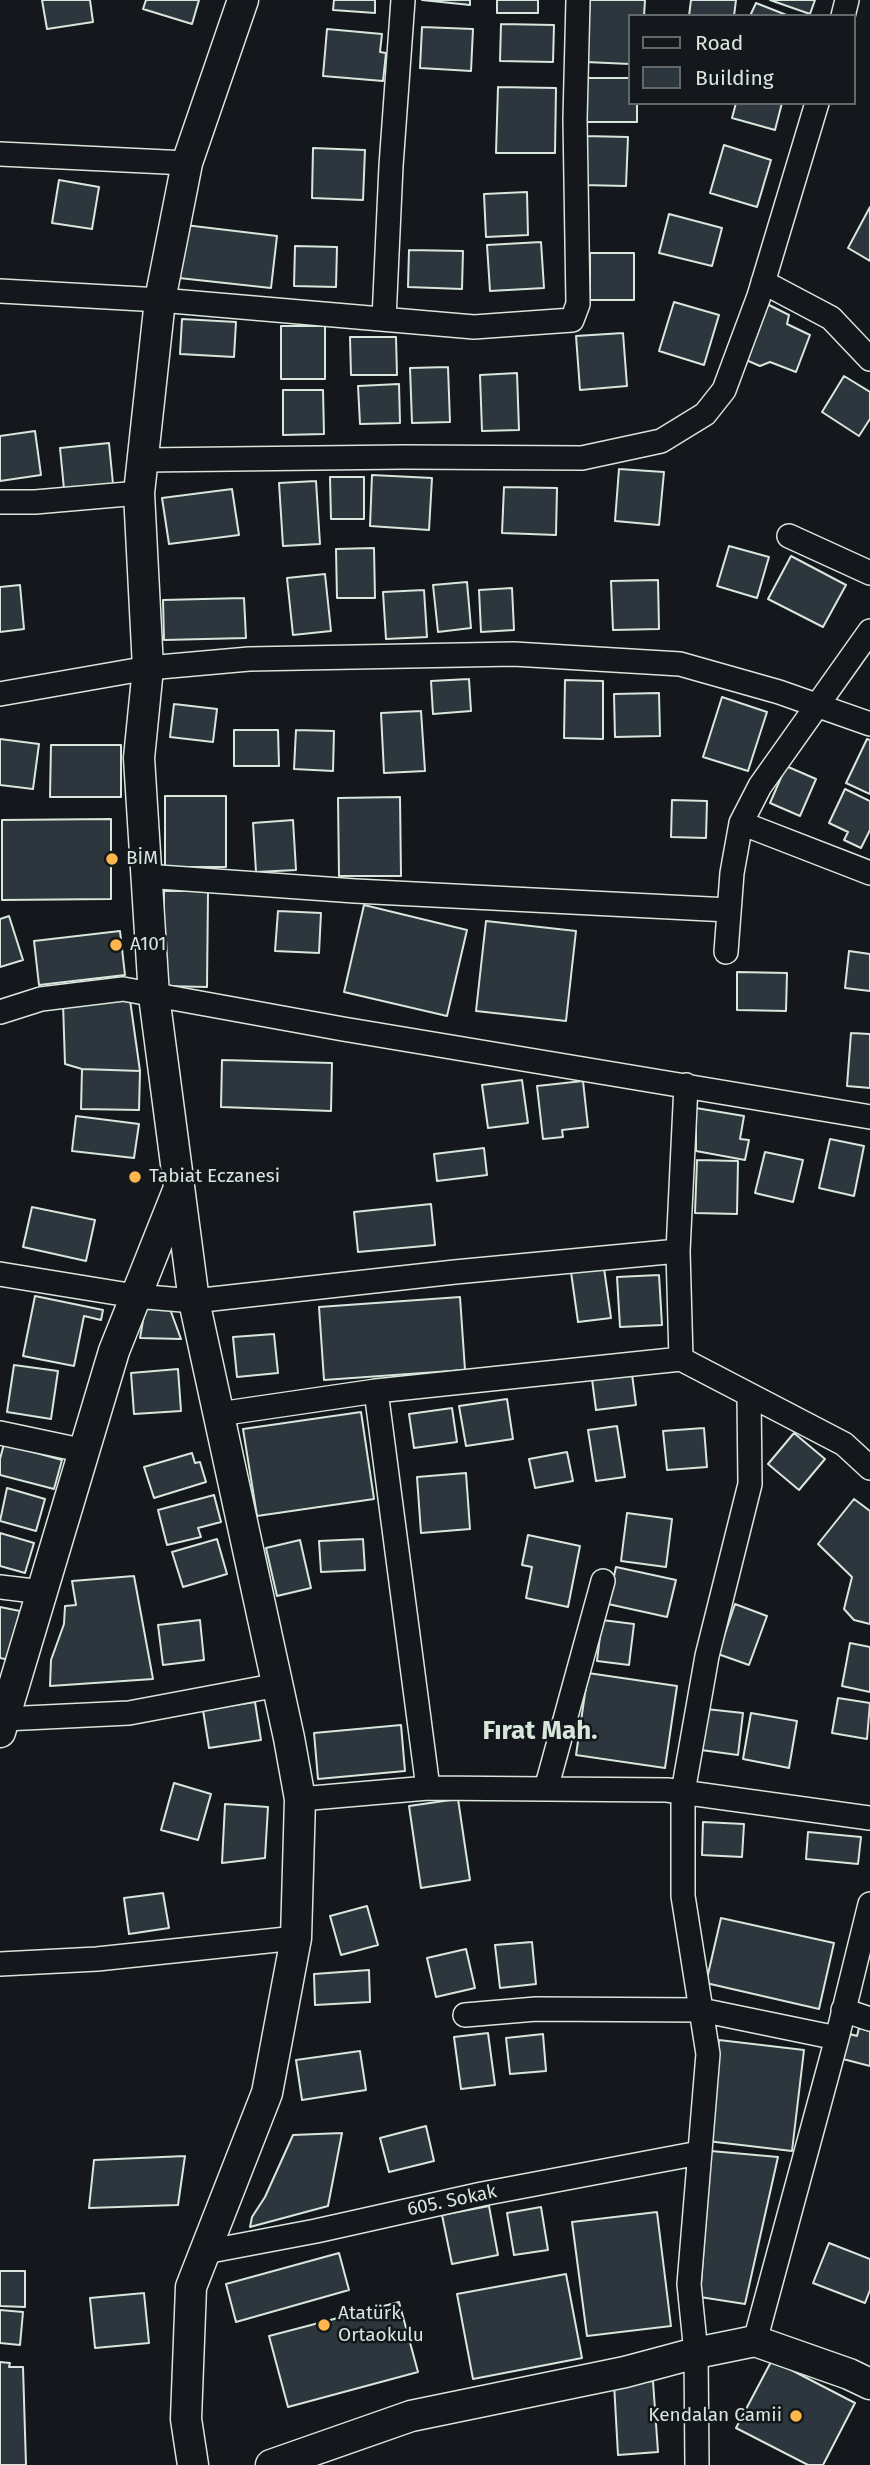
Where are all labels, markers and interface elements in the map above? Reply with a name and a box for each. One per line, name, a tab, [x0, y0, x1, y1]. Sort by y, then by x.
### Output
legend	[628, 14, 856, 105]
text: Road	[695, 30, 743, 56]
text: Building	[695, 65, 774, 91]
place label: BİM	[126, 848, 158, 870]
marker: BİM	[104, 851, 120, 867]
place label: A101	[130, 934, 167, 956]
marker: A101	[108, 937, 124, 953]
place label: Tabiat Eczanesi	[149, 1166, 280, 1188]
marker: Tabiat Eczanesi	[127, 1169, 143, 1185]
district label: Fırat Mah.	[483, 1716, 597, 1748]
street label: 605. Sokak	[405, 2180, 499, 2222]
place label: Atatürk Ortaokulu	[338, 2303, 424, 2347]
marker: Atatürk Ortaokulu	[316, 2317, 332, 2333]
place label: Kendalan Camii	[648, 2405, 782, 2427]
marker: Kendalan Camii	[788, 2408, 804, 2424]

--*--

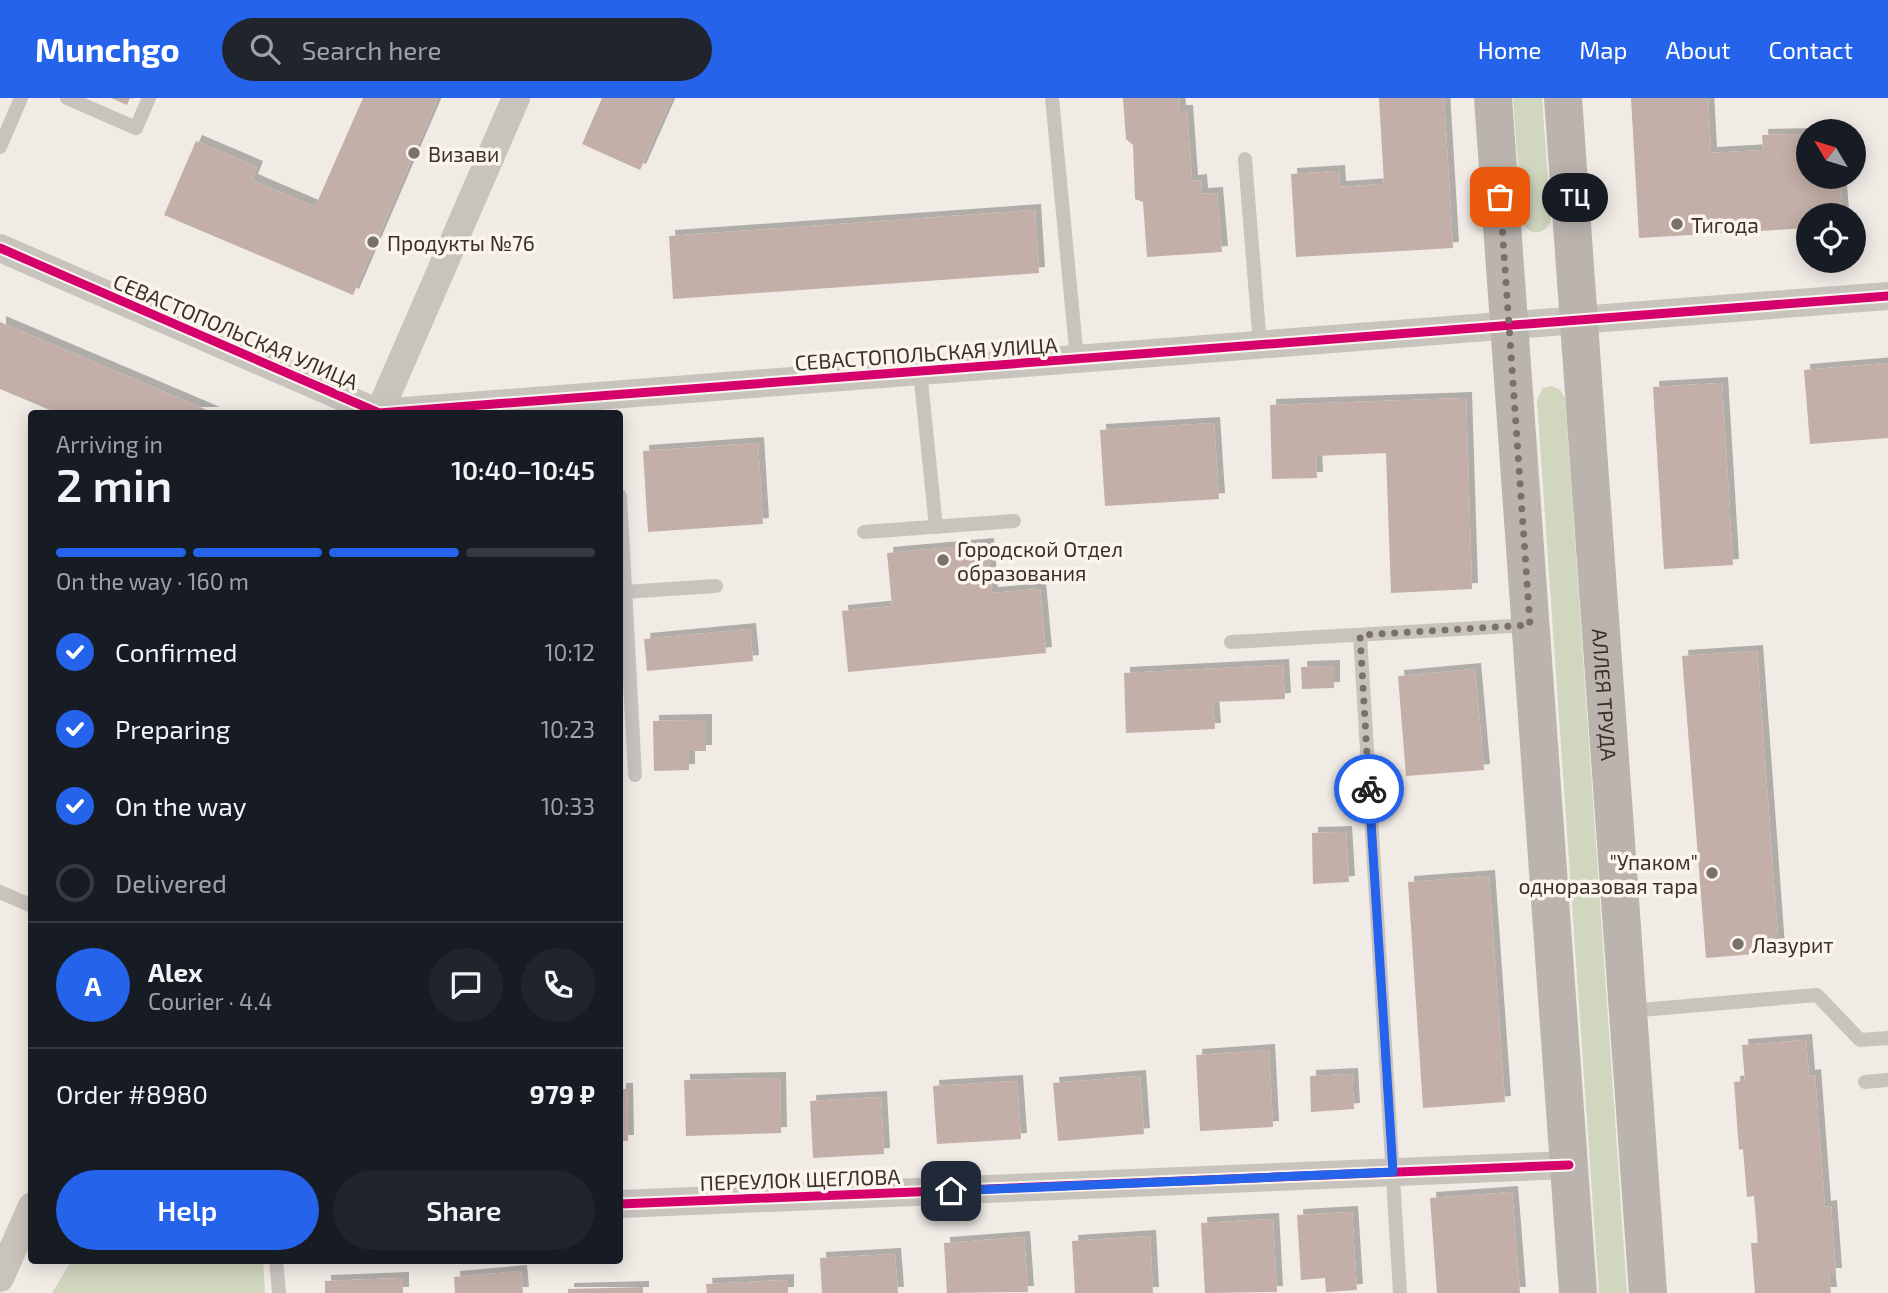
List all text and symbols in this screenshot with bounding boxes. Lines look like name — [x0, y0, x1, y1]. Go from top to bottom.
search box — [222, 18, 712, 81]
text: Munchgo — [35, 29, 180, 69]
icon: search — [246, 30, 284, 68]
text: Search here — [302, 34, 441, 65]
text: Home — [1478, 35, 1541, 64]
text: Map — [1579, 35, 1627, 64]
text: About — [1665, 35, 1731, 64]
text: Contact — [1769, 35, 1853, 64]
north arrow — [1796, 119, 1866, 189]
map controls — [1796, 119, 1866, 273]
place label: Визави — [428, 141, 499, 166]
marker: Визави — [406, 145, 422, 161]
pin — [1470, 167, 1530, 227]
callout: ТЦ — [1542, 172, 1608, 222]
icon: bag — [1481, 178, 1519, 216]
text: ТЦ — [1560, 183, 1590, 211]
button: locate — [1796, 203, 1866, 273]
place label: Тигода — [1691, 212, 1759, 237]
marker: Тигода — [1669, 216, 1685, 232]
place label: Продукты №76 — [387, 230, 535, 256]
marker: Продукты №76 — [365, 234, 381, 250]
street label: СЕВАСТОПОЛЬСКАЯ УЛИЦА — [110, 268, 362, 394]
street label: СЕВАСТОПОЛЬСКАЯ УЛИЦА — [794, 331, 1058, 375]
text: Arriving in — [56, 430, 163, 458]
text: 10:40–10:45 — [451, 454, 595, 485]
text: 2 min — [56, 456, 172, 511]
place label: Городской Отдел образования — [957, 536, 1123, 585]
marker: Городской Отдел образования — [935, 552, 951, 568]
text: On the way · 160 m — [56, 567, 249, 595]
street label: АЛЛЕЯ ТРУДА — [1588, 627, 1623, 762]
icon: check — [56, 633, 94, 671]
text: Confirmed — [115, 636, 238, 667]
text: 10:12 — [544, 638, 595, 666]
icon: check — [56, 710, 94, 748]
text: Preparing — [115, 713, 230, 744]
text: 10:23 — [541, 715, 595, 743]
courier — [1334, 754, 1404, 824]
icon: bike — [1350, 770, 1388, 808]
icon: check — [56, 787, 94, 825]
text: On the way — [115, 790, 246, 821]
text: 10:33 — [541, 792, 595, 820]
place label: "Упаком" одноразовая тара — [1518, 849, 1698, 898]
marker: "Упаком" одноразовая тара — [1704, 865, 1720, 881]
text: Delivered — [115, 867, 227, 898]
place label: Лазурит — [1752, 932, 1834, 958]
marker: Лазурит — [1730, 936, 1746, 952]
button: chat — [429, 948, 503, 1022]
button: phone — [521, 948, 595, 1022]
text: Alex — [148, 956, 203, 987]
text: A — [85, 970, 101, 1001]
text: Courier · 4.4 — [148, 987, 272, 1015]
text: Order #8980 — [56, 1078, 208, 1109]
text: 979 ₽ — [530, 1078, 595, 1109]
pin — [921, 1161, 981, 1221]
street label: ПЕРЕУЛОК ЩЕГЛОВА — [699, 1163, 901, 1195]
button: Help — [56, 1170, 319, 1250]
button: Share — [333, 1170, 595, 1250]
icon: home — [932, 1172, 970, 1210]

--*--

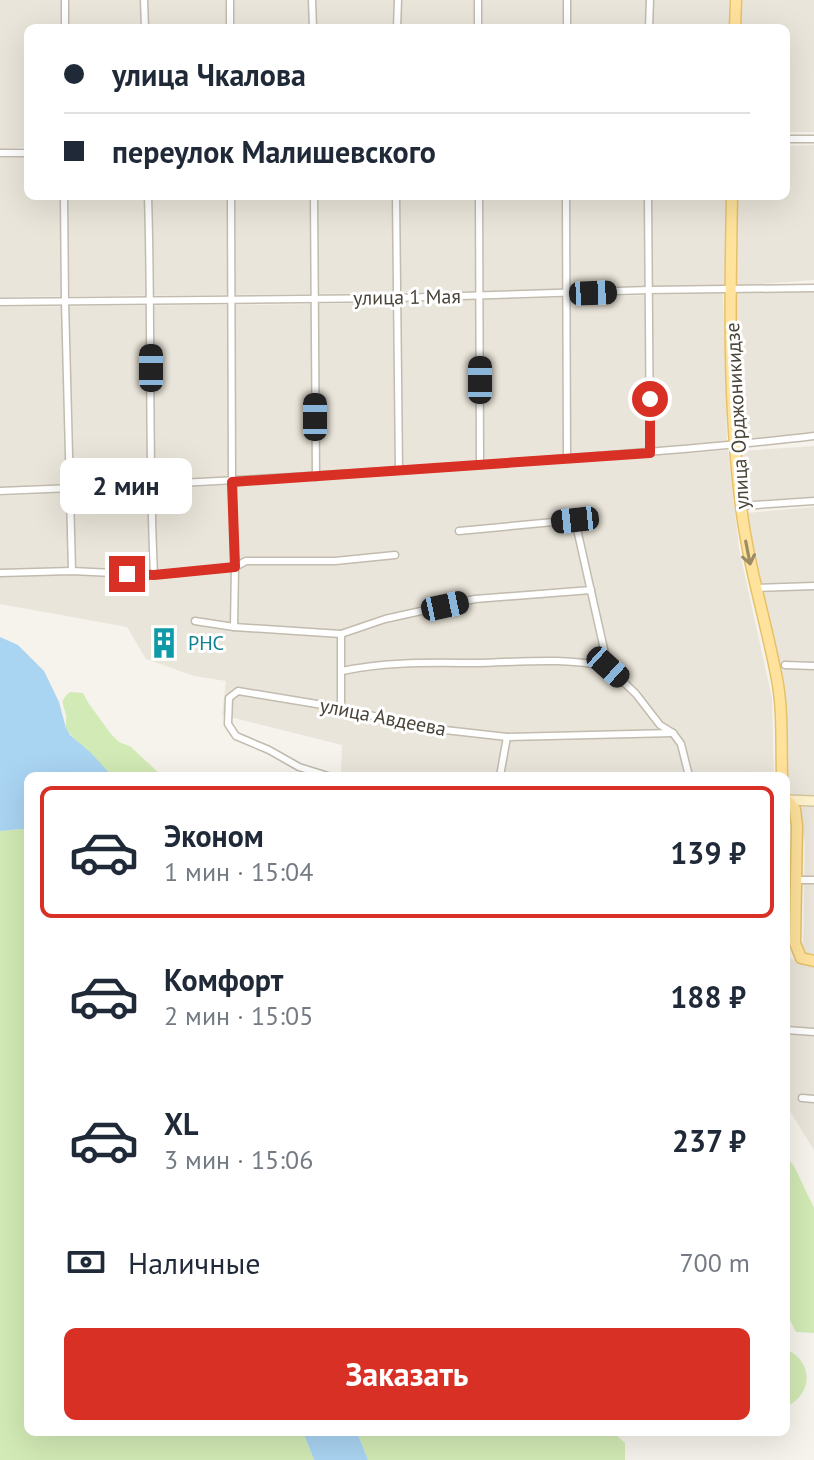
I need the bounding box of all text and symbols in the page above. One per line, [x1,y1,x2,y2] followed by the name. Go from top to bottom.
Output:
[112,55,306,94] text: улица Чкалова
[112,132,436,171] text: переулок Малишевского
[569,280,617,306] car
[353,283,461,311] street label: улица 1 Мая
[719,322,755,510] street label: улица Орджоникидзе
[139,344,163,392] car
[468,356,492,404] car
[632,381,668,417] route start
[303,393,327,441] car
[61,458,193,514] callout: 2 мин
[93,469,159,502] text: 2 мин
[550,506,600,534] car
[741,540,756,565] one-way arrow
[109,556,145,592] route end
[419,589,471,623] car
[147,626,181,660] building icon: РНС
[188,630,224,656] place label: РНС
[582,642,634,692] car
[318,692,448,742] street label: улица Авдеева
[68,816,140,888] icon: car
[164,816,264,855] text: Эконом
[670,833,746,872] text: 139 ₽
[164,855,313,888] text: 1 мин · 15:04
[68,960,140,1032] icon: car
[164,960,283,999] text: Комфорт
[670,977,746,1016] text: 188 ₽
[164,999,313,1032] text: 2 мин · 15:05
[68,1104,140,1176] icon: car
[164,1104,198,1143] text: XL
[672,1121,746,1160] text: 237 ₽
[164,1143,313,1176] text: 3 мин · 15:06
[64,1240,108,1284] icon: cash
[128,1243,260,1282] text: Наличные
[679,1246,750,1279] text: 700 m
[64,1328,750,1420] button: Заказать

--*--

ASSIGNMENT:
Note every line in the material with "above" and copy it.

FINAL ANSWER:
Where are all labels, markers and interface elements in the map above? Reply with a name and a box for each. One per line, name, a tab, [x0, y0, x1, y1]. Sort by y, then by x.
I need the bounding box of all text and symbols in the page above. One per line, [x1,y1,x2,y2] followed by the name. Go from top to bottom.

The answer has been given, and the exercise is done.